— Source data —
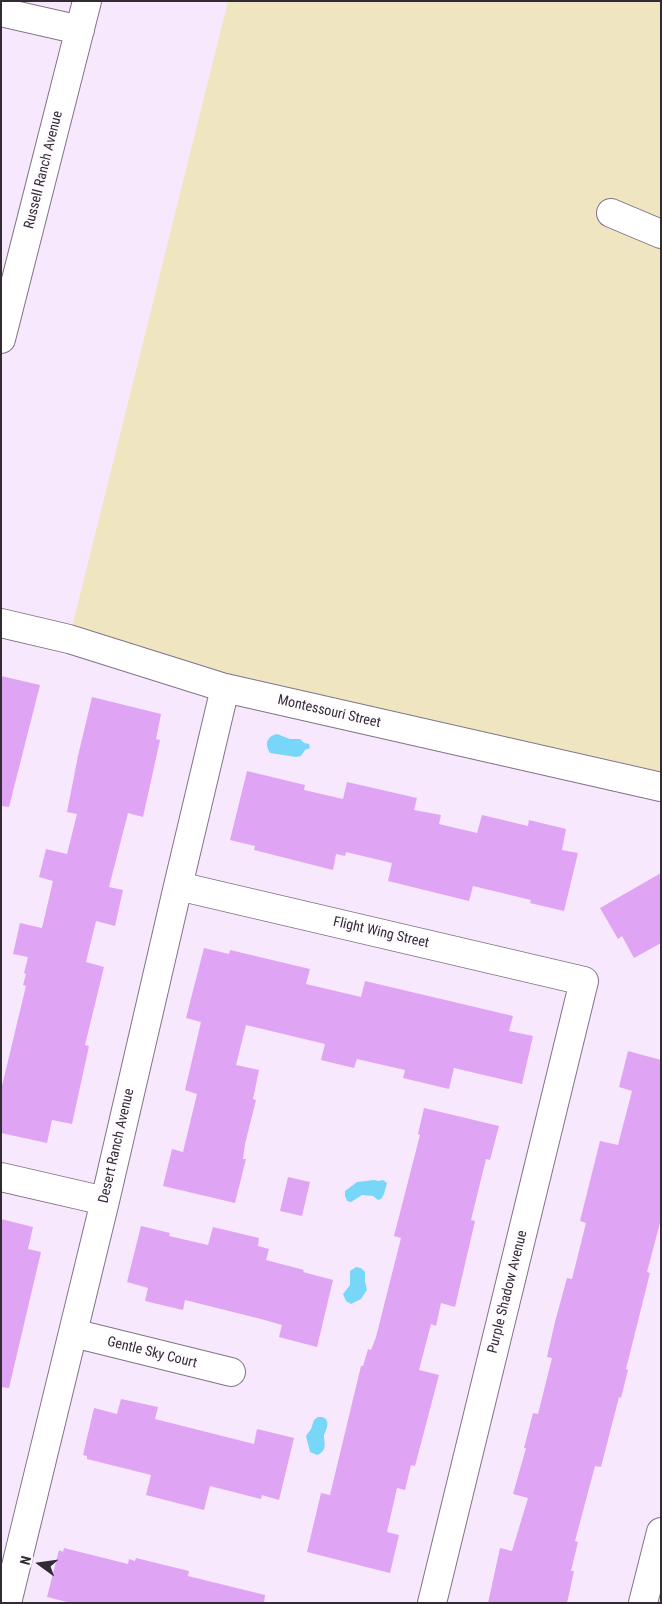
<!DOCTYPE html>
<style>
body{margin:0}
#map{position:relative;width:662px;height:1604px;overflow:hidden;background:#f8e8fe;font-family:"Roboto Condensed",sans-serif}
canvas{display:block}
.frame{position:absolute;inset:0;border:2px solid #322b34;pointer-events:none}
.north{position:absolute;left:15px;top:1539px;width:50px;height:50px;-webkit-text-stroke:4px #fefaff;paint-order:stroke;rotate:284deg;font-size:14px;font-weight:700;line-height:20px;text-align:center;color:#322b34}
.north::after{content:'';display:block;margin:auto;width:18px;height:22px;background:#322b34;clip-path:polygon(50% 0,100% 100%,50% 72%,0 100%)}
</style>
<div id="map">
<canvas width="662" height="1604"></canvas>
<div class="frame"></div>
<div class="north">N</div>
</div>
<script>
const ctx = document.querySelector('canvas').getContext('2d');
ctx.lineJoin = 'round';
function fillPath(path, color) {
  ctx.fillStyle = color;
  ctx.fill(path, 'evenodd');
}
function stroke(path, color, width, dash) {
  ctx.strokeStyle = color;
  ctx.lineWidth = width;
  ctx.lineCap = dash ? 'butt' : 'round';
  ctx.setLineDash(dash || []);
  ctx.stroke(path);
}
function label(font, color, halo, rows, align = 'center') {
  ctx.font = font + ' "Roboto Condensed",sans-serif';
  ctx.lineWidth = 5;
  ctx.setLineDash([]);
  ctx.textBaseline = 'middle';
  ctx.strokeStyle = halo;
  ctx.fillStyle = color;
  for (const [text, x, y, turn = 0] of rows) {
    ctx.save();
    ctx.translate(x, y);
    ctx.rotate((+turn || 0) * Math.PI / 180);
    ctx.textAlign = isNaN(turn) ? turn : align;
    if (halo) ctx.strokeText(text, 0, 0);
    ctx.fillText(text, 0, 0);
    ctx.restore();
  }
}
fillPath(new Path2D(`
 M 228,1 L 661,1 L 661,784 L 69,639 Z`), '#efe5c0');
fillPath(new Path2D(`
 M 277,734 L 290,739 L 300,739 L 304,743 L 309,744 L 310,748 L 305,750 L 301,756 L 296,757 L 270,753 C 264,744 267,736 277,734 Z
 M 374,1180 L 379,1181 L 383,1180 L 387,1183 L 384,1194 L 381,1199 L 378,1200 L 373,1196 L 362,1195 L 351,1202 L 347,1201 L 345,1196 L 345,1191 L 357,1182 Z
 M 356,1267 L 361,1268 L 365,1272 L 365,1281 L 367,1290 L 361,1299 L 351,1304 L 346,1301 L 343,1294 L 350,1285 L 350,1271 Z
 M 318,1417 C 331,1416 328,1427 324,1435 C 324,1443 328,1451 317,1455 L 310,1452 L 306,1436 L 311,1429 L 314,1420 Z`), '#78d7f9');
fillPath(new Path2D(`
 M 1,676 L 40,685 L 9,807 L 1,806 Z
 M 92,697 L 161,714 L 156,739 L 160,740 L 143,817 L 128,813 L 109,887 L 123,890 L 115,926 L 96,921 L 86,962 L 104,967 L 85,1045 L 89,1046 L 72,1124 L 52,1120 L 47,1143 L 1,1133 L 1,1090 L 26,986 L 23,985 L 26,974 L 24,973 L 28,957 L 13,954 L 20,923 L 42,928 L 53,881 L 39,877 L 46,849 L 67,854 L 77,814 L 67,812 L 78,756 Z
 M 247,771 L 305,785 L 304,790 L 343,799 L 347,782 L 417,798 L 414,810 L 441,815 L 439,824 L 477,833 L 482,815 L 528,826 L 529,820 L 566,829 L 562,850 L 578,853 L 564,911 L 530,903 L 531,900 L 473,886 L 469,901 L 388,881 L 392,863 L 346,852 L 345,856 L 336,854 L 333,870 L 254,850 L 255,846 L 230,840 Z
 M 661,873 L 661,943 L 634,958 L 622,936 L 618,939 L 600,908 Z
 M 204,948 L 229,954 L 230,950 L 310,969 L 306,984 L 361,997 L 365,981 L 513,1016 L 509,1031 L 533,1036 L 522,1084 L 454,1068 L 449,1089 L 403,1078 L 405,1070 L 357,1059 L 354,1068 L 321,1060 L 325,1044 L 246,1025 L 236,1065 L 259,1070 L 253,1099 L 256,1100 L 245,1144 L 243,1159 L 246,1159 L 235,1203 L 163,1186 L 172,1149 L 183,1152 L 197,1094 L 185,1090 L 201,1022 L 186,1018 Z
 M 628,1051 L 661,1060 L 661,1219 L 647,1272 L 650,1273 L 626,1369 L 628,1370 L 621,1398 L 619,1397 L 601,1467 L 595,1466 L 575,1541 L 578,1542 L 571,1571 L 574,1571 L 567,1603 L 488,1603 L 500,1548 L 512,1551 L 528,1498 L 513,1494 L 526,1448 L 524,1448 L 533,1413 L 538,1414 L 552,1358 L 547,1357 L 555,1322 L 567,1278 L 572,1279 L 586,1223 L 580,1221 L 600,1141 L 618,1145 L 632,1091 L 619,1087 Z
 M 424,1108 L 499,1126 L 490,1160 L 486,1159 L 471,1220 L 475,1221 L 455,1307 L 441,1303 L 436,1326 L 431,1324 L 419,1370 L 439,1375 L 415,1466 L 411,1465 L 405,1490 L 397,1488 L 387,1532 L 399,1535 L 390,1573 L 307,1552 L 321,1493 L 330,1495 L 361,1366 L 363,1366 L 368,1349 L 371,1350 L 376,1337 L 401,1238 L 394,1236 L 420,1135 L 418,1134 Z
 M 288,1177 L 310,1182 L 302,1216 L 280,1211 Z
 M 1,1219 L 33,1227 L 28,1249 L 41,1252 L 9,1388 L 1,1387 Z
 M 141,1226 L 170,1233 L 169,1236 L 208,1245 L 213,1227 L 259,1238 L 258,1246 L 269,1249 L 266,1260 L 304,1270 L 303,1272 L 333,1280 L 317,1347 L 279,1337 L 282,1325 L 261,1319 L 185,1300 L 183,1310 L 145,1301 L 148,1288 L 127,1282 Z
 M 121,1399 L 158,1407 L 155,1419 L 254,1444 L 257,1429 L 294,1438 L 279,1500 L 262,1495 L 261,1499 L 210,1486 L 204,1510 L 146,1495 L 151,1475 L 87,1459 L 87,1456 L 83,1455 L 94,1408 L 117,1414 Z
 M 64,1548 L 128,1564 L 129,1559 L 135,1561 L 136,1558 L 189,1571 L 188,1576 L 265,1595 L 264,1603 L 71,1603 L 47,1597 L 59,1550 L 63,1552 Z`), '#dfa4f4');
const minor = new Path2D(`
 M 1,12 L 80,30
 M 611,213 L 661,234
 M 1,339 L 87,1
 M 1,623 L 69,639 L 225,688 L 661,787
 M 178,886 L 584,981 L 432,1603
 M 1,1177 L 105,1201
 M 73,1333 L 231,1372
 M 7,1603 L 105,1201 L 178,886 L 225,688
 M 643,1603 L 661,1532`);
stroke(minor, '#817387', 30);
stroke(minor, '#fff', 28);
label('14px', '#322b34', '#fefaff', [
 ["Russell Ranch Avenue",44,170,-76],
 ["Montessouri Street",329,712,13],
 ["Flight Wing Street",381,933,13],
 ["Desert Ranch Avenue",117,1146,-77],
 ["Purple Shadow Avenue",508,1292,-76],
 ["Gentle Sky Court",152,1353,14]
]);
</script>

...

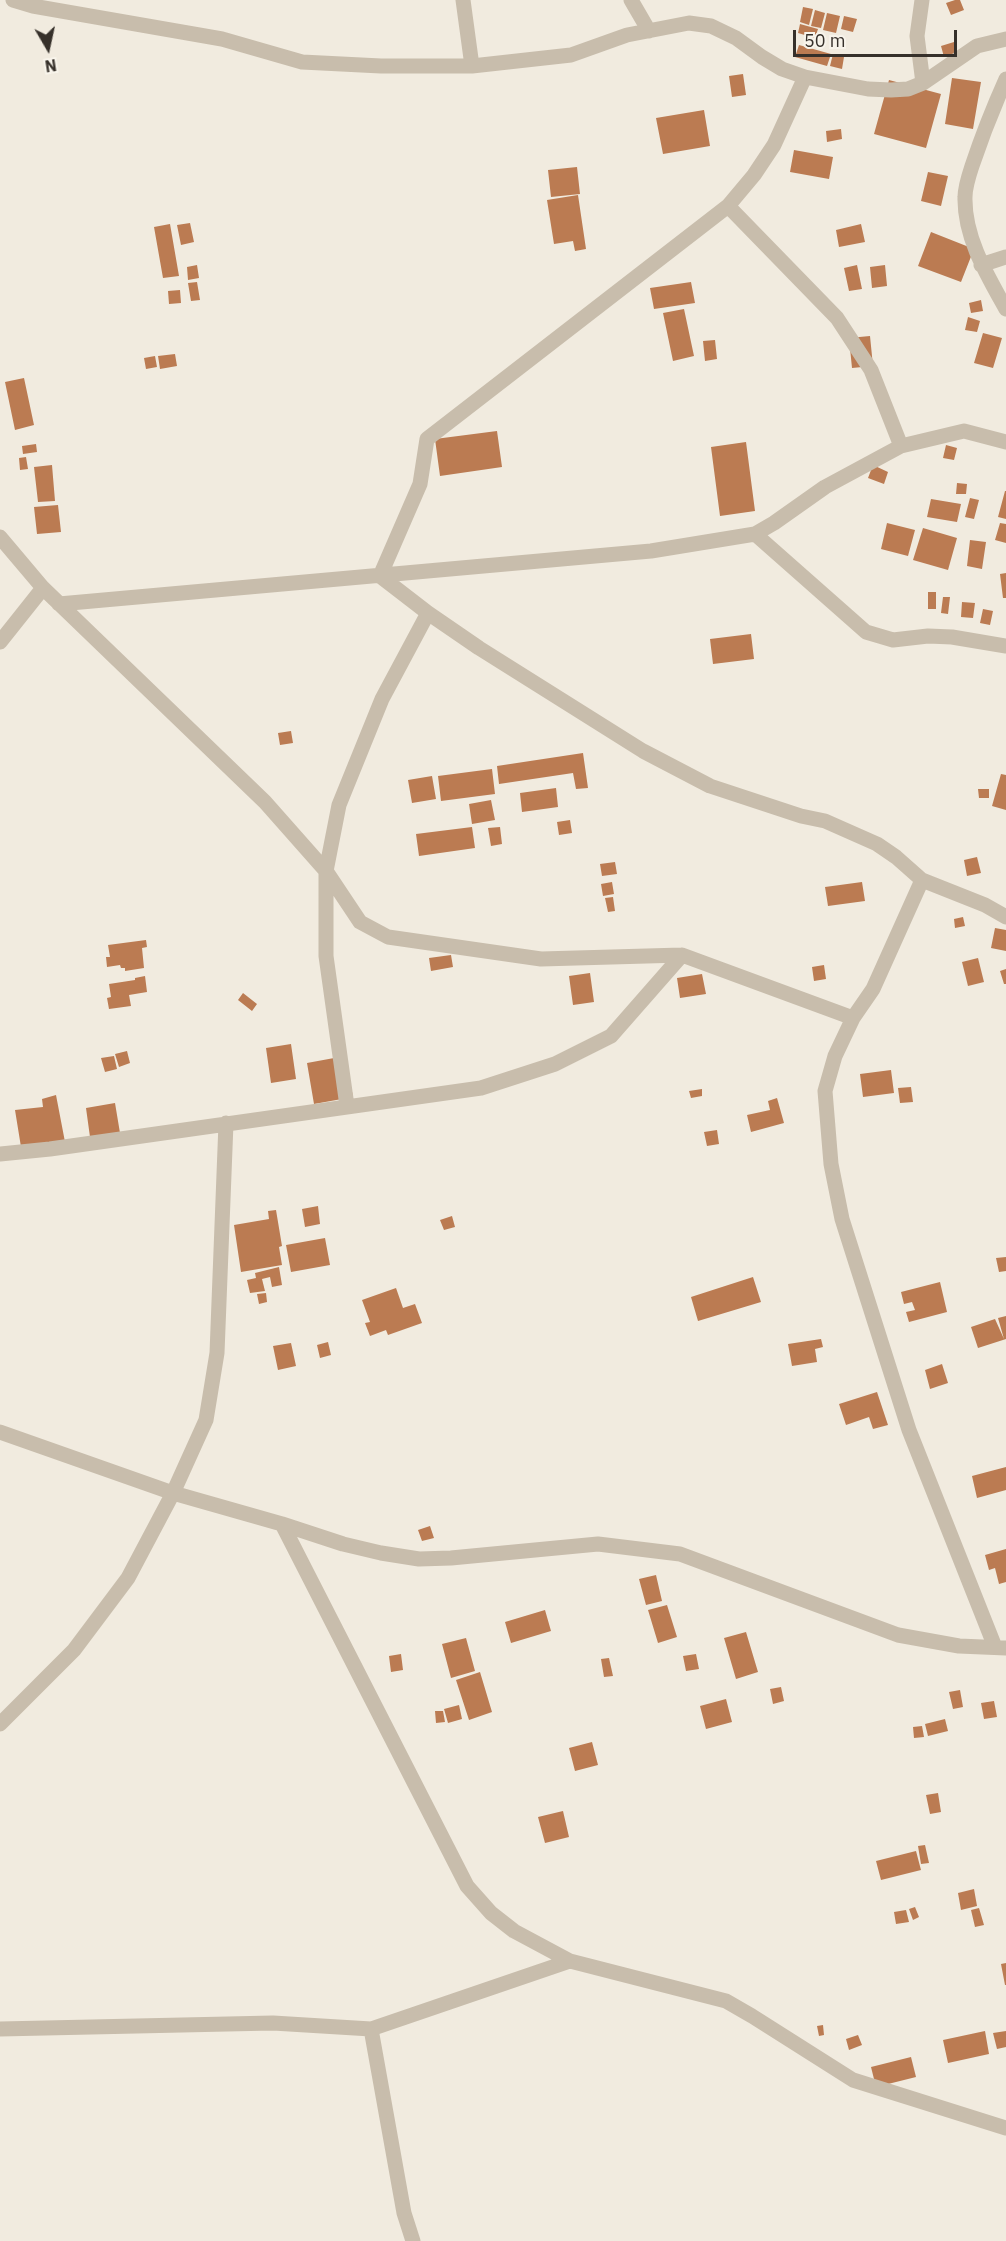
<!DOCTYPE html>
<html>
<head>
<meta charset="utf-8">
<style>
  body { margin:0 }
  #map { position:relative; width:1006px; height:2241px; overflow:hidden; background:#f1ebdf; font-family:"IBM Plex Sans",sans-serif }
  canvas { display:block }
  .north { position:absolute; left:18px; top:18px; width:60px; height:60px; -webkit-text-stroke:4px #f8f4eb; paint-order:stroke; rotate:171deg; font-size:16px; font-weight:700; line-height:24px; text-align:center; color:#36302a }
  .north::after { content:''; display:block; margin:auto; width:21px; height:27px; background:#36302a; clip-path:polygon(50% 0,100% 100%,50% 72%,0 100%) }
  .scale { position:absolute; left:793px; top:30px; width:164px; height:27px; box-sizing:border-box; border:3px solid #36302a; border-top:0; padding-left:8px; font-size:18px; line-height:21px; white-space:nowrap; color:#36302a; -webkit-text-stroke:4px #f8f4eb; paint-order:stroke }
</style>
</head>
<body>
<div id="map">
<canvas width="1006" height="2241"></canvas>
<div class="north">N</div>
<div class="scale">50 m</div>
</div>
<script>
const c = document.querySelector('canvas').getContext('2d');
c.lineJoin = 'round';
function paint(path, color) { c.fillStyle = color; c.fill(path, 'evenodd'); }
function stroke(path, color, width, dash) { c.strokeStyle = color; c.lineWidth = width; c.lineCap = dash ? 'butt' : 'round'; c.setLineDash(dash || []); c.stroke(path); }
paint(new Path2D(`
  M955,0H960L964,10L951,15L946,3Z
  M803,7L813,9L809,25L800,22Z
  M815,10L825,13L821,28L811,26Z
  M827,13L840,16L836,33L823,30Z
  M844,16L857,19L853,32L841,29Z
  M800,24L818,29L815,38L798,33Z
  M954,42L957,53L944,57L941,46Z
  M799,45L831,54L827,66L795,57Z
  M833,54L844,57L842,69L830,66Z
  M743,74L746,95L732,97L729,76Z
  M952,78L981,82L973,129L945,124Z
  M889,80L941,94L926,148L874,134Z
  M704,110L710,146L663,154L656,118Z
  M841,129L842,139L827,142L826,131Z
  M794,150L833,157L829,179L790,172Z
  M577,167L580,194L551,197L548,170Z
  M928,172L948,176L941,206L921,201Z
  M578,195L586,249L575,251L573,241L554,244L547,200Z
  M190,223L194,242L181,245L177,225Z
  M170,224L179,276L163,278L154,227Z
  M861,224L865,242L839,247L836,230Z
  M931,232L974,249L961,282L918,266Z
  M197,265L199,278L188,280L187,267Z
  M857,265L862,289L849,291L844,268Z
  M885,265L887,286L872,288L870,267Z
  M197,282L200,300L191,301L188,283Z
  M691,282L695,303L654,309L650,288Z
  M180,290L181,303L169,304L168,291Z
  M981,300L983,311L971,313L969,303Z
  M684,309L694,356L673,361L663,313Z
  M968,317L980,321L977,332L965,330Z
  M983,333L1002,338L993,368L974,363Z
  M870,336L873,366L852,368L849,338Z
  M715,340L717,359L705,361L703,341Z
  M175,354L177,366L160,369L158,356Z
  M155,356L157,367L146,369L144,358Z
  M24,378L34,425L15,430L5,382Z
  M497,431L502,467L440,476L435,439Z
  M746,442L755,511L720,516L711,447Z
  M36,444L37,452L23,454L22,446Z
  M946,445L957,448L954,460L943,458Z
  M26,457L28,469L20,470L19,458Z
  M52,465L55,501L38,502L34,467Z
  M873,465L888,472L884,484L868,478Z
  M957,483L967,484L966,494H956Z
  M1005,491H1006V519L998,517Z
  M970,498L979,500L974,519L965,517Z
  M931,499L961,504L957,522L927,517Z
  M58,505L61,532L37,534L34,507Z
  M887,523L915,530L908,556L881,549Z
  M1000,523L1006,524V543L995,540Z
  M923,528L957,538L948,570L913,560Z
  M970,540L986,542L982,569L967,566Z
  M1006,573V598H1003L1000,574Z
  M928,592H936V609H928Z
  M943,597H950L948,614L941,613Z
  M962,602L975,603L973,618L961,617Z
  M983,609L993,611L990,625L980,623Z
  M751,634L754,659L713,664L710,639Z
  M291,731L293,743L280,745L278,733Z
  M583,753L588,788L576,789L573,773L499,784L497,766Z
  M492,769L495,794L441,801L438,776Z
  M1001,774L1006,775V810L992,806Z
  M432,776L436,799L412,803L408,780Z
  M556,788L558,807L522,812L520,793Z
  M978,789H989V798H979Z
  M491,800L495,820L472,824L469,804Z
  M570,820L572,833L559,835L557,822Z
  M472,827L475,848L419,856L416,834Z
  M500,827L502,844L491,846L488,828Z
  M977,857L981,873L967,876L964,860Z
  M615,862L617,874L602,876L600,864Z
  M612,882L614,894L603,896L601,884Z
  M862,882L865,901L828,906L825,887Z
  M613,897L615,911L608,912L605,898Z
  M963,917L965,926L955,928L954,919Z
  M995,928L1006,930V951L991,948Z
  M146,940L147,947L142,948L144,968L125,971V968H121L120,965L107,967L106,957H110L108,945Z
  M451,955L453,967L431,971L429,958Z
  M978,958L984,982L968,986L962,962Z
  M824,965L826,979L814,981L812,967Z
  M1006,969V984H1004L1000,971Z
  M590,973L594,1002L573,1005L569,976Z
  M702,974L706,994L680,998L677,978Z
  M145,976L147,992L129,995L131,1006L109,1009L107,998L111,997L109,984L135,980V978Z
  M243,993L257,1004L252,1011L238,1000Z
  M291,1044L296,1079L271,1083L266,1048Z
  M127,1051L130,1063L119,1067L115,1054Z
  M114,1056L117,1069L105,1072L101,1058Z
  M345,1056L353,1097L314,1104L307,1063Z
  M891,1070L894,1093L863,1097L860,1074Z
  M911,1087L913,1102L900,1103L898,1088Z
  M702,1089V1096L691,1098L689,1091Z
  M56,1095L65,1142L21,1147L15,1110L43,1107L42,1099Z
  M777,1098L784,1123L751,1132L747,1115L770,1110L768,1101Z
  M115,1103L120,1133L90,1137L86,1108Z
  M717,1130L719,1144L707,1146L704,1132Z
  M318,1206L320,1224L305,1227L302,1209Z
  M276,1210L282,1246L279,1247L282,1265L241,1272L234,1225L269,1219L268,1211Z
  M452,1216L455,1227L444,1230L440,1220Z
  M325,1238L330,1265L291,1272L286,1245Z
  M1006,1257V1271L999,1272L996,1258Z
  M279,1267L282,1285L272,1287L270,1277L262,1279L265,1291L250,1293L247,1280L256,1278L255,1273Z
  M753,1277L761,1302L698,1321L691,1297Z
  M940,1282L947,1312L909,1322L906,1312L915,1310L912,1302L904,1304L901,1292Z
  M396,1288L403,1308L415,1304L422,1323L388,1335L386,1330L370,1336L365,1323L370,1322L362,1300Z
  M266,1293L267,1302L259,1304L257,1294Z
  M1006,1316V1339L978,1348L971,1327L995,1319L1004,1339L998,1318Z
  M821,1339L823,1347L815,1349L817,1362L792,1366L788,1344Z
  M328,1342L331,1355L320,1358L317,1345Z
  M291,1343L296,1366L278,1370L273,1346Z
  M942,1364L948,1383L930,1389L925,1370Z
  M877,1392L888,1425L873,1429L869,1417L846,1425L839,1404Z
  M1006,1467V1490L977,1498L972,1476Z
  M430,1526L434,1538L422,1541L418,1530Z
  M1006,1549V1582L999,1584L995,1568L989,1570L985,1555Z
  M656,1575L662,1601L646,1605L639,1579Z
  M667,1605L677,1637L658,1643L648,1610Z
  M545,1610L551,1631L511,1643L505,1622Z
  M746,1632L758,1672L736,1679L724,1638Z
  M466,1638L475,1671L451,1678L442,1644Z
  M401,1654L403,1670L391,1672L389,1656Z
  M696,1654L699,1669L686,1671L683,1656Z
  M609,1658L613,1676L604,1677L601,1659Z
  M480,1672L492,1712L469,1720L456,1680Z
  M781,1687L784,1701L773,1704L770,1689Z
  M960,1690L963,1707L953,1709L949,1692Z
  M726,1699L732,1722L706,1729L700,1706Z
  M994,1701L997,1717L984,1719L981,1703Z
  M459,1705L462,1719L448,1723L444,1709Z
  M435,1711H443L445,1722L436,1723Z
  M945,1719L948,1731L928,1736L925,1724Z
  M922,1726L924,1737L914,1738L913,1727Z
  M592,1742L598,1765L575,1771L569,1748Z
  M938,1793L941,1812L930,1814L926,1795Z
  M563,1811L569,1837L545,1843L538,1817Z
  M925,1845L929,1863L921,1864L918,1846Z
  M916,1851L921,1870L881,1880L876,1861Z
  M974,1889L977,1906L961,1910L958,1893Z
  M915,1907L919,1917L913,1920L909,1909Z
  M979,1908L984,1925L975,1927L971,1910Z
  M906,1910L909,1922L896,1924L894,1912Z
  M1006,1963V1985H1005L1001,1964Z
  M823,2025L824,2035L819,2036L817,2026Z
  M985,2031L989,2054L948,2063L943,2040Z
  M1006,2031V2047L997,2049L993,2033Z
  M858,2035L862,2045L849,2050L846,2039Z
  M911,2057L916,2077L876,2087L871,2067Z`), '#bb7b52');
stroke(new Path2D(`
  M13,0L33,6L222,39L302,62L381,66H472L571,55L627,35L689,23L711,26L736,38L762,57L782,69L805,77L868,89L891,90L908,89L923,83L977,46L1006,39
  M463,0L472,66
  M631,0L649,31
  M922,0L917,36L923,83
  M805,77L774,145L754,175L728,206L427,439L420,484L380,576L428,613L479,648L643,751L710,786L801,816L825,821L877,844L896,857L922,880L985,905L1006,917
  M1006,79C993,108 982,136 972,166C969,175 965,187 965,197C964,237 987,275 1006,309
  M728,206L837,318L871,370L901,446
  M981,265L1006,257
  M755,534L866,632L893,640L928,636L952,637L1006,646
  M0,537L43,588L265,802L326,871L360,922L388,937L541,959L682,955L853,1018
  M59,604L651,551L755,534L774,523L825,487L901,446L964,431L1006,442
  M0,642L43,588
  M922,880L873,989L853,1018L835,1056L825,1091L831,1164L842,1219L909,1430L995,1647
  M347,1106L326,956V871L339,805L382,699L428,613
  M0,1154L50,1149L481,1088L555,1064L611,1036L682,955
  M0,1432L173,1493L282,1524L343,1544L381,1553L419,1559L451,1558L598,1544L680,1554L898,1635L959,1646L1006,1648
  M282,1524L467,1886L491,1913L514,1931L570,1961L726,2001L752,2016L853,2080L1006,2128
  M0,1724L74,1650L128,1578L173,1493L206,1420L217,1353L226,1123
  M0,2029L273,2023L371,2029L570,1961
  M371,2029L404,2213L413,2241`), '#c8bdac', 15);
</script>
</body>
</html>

— What needs to be done —
Where a line of the data includes the string "turn", list that line.

— Exercise response —
  for (const [text, x, y, turn = 0] of rows) {
    ctx.rotate((+turn || 0) * Math.PI / 180);
    ctx.textAlign = isNaN(turn) ? turn : align;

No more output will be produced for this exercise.